Technology

NCAA Makes Big Data Play in New Deal

In a move that brings together the huge amount of data that college sports produces annually, the NCAA will collaborate with a big-data firm to gather and sell sports statistics to the media and other organizations. It’ll initially make the data available to members for free.

Don’t let all those athletes tell you otherwise: The world of sports runs on statistics. It drives everything from fantasy sports to news stories to everything in between.

For the National Collegiate Athletic Association, the job of gathering statistics has always been decentralized—handled by the numerous universities, conferences, and other organizations that make up the NCAA’s more than 1,100 member institutions. But a new collaboration between the NCAA and the U.K. firm Genius Sport could be a real game changer for college athletics.

The decade-long deal between the two organizations, announced this week, will create a centralized approach to grabbing data, said Oliver Luck, the NCAA’s executive vice president of regulatory affairs and strategic partnerships.

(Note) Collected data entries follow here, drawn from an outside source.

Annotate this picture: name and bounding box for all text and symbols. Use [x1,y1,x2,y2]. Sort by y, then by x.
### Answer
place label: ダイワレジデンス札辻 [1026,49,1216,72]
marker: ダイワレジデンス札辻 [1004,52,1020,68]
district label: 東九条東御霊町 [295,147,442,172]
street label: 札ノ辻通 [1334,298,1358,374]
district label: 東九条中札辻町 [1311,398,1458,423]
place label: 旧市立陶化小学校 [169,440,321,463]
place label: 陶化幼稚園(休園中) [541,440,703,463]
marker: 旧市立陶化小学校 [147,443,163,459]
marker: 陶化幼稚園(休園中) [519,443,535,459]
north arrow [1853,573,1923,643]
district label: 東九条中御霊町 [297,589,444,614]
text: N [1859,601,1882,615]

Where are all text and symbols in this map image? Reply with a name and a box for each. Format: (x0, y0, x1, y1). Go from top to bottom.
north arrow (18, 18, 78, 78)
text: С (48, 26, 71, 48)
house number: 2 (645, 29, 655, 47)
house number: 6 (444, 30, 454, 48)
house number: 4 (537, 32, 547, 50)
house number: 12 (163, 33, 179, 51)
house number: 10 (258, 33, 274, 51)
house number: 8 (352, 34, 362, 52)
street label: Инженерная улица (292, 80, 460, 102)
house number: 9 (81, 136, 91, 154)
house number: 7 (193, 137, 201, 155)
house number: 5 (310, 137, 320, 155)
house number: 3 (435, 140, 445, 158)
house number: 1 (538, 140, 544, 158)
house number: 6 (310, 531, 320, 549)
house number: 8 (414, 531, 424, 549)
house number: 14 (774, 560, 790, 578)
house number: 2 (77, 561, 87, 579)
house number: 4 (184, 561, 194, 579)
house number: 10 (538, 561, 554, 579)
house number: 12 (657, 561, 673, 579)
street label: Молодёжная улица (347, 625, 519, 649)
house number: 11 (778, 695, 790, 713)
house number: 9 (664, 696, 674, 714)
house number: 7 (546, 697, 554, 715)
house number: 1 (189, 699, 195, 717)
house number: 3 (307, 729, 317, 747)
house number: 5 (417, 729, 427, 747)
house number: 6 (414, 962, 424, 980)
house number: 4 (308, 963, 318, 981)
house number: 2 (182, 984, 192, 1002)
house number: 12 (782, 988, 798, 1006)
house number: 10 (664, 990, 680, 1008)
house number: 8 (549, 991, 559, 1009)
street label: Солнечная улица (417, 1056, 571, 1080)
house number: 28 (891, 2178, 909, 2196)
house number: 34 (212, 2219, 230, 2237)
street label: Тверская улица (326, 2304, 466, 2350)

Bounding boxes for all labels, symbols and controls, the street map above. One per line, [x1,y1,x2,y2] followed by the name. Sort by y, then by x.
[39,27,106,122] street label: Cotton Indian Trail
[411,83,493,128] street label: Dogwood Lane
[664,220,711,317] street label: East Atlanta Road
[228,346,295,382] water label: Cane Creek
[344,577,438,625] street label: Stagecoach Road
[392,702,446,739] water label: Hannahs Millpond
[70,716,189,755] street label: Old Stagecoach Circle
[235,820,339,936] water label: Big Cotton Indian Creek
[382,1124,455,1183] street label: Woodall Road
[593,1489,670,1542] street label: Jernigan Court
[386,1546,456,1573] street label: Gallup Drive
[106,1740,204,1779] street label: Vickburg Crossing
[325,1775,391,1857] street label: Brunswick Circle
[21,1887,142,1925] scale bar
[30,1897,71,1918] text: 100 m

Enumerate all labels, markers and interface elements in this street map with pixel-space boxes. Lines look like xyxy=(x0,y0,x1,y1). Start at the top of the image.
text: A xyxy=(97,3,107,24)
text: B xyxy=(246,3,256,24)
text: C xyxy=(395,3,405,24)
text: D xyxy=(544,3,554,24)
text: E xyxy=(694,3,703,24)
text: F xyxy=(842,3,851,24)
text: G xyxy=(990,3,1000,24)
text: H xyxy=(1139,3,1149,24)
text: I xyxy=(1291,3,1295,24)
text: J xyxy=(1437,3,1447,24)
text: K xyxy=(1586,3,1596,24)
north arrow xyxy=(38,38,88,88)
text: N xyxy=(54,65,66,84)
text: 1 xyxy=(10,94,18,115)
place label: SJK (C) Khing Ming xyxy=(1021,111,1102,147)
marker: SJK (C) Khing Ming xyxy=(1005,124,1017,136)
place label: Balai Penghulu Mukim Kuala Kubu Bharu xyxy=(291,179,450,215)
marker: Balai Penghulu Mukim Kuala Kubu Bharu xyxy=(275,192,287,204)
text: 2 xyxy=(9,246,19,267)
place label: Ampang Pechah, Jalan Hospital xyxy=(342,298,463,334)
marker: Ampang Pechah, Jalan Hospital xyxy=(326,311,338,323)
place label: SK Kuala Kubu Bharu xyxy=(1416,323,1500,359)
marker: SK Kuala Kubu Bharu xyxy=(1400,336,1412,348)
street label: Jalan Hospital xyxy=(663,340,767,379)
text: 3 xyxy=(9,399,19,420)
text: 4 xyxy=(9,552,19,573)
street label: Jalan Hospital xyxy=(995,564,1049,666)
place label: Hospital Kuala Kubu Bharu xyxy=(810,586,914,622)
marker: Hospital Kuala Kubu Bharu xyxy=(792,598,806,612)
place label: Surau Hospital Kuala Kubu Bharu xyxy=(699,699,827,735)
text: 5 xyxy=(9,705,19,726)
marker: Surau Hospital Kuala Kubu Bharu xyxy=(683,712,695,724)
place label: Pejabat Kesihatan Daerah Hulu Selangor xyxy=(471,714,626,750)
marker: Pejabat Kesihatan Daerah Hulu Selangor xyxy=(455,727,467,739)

“It was really just recently that we started to say to ourselves, ‘Wait a minute, all these statistics are big data, and that’s valuable in this era of analytics,’” Luck told Bloomberg.

So why change things up now? All that data is worth something to media outlets and other organizations, so the NCAA sees a potential new revenue source. And the data often gets sliced and diced in fascinating ways during gameplay. Which is why it makes sense that the program will launch during next year’s March Madness basketball tournaments, with other sports getting it later on.

Although the NCAA sees the possibility of new revenue, it won’t enable the sale of the data for gambling purposes—even after the Supreme Court effectively legalized sports betting this week in Murphy v. National Collegiate Athletic Association.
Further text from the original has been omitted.